### Exercise description
Find all lines below containing the string "bottom" and return them.

(Material for the task)

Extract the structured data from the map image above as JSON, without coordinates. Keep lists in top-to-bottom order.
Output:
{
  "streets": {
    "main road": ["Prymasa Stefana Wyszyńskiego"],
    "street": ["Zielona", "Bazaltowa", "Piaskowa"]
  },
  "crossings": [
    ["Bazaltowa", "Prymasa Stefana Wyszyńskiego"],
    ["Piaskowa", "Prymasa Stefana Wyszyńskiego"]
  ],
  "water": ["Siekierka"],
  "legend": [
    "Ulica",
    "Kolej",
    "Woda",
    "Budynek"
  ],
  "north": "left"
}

(End Material for the task)
(Material for the task)

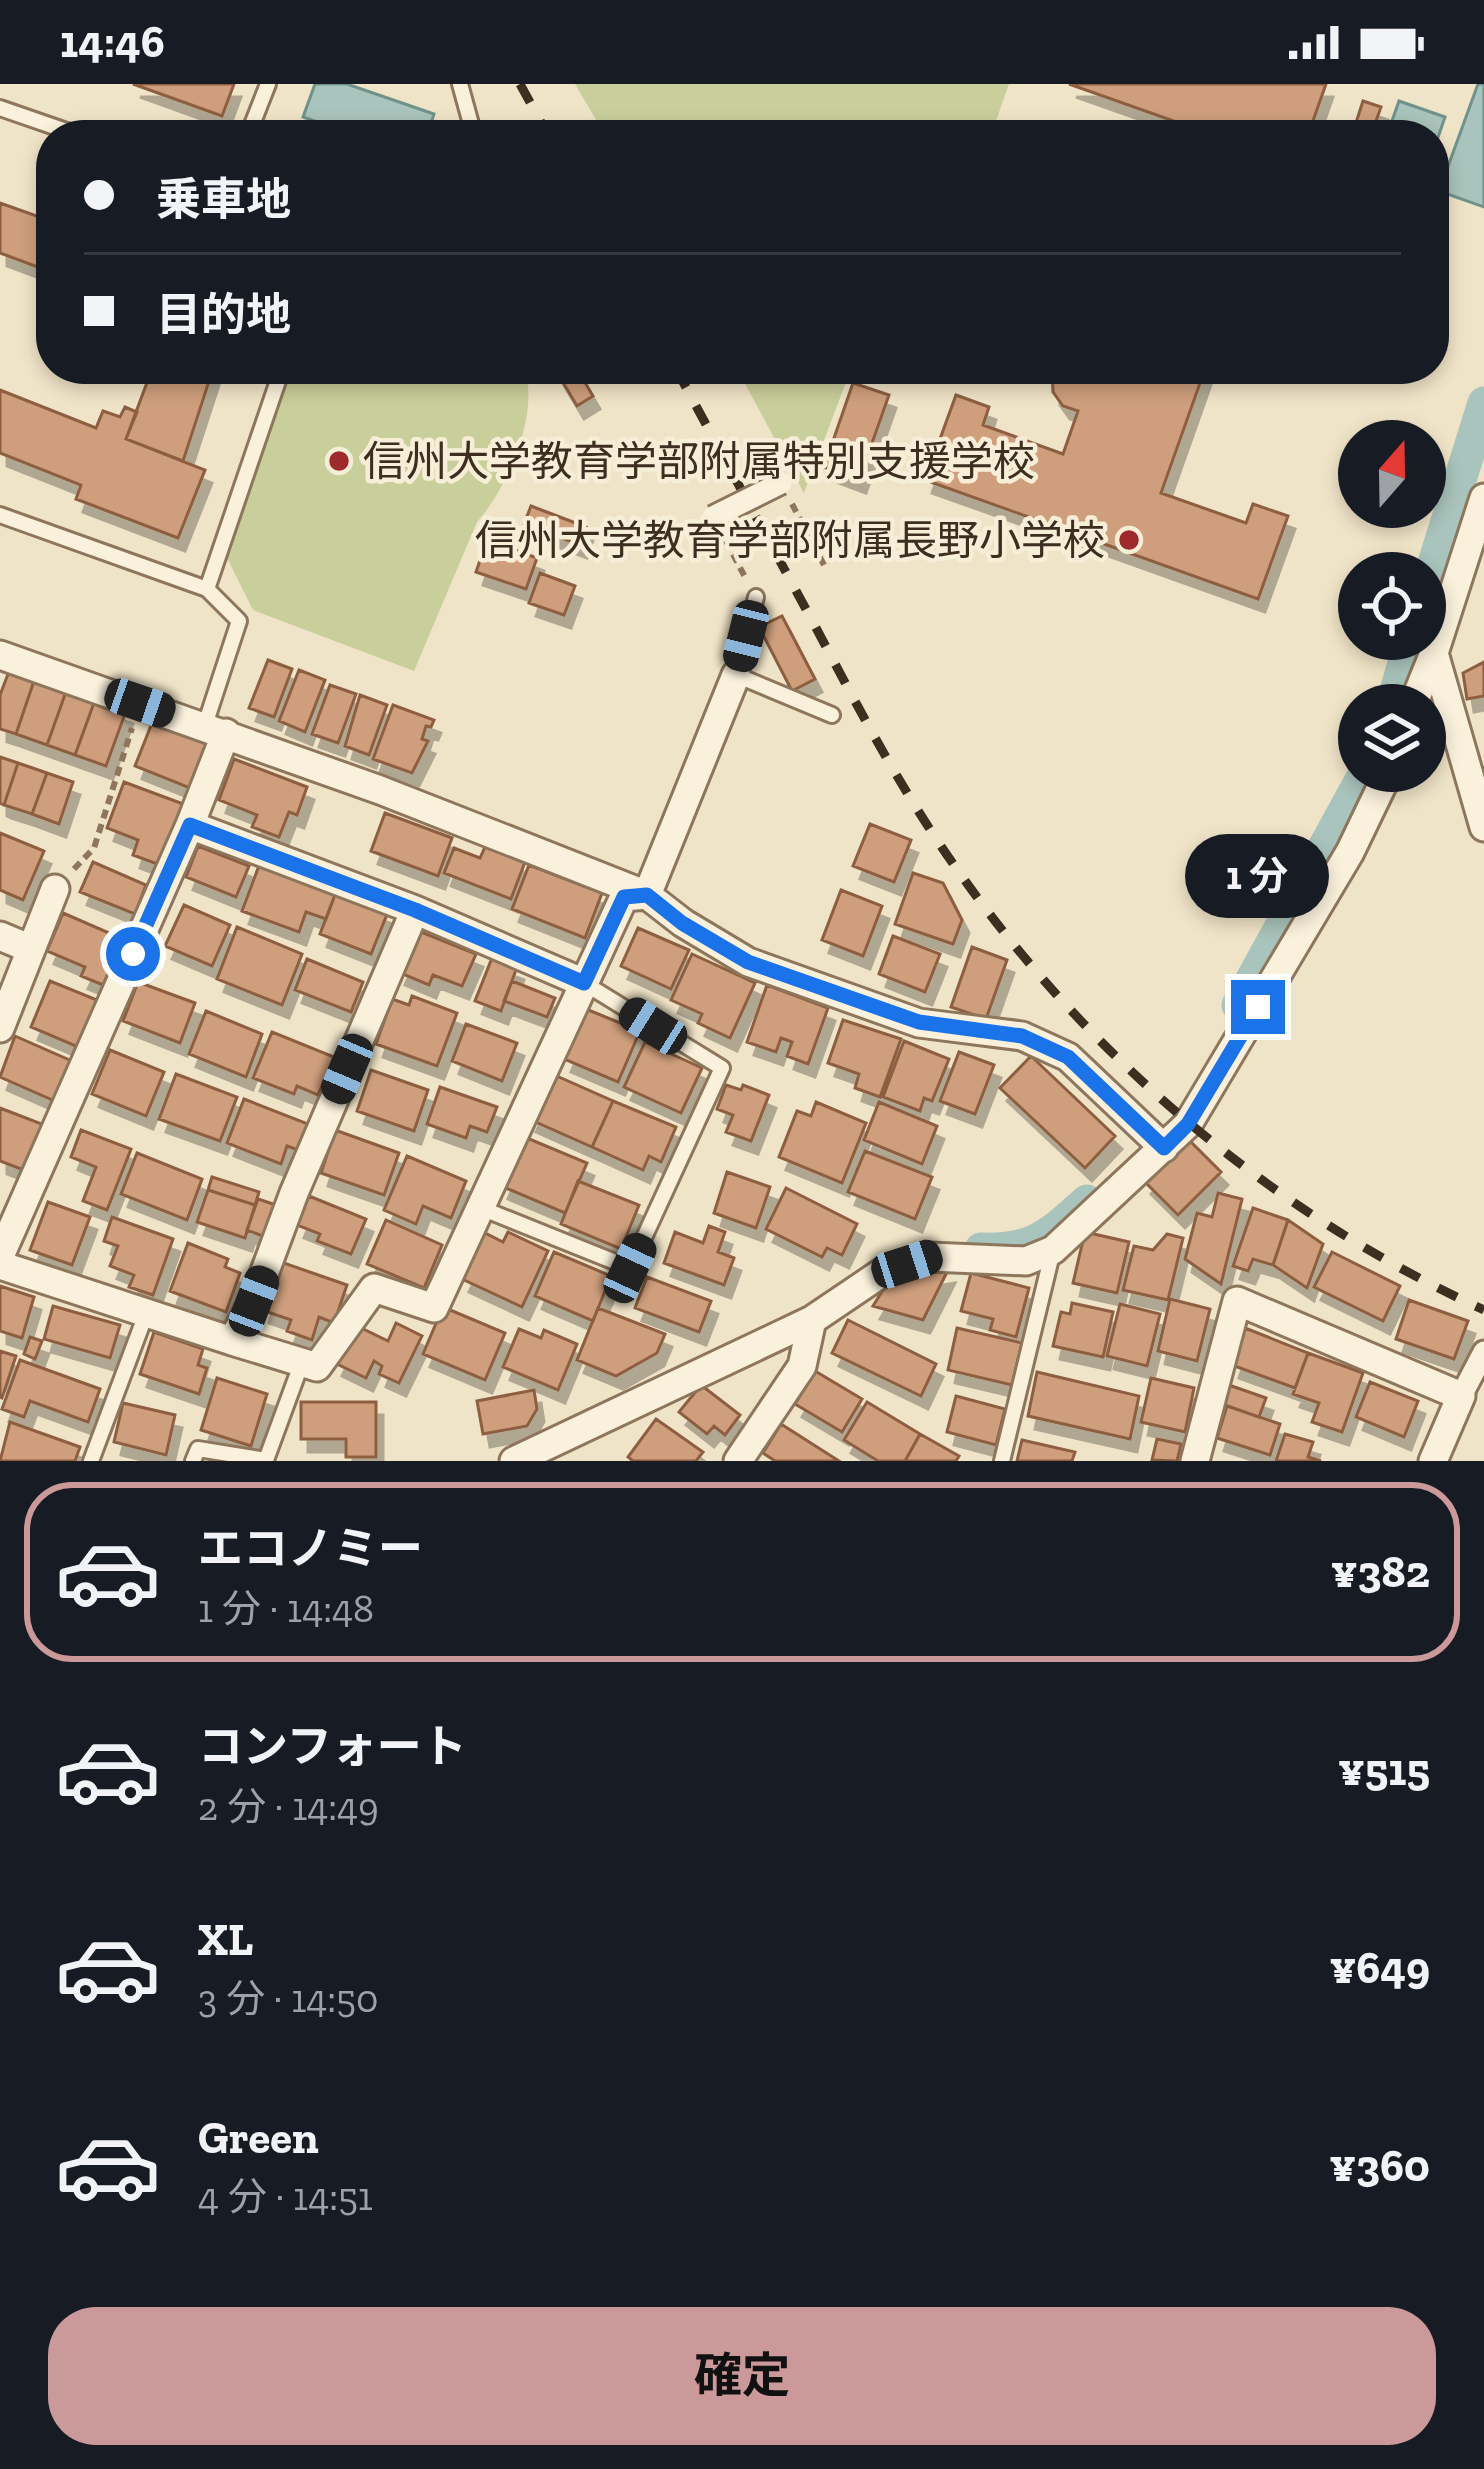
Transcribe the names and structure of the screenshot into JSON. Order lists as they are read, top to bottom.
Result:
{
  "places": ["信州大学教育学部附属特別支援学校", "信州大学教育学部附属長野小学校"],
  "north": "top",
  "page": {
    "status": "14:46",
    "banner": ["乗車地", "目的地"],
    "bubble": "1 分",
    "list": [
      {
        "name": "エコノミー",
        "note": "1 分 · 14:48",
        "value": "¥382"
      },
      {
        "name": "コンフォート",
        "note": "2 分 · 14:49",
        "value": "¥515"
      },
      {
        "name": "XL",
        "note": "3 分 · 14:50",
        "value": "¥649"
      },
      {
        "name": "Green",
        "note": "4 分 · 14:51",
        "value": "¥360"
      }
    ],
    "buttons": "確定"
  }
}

(End Material for the task)

### Written response
Extract the structured data from the map image above as JSON, without coordinates. Keep lists in top-to-bottom order.
Transcribe the names and structure of the screenshot into JSON. Order lists as they are read, top to bottom.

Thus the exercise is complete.